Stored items
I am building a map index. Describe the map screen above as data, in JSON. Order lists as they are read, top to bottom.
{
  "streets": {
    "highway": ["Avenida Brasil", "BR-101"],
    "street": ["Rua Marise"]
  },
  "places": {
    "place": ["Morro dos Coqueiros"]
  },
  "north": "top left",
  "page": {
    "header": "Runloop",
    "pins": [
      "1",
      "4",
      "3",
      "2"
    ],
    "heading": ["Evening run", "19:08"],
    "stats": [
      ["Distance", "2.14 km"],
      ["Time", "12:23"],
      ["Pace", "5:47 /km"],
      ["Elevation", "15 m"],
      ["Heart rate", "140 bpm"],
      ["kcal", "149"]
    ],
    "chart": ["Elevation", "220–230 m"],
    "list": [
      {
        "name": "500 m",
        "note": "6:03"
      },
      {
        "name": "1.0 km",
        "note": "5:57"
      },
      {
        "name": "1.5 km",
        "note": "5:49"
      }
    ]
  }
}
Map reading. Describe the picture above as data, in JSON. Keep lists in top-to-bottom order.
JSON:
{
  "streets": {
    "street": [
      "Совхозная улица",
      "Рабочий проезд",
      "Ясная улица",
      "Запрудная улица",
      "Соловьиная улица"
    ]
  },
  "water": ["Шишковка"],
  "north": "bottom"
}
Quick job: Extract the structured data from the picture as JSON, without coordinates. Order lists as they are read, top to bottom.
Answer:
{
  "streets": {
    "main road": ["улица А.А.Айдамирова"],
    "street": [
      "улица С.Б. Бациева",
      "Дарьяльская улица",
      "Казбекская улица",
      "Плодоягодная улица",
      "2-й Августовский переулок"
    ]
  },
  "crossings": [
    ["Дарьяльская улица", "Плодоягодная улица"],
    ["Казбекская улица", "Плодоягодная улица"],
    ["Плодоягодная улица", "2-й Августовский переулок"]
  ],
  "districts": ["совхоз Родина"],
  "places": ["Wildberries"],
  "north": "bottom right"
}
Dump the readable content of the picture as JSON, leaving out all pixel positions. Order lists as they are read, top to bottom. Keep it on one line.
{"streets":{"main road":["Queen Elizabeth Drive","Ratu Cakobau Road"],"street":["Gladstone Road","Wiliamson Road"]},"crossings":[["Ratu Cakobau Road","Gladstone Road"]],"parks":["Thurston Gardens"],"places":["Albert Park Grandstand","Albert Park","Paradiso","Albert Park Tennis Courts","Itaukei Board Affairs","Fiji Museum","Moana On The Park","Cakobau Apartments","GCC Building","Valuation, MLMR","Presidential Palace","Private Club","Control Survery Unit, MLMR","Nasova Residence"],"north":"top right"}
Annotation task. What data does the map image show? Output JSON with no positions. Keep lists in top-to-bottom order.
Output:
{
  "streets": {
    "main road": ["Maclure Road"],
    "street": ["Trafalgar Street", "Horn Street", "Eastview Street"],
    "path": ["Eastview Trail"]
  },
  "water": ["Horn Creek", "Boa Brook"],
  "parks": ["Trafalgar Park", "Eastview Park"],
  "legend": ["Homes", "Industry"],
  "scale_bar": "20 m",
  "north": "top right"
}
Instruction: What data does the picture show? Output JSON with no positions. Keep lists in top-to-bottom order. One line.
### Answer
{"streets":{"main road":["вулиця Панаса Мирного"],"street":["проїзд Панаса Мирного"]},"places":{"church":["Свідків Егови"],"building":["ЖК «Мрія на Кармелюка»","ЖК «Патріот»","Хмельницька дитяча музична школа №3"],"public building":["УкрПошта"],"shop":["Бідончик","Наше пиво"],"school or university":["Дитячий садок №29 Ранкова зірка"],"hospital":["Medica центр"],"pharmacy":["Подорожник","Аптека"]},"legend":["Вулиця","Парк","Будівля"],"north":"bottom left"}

-- Task requirements --
Go through the records, tally the lines holding the word "does", and give only the tally.

-- Worked solution --
2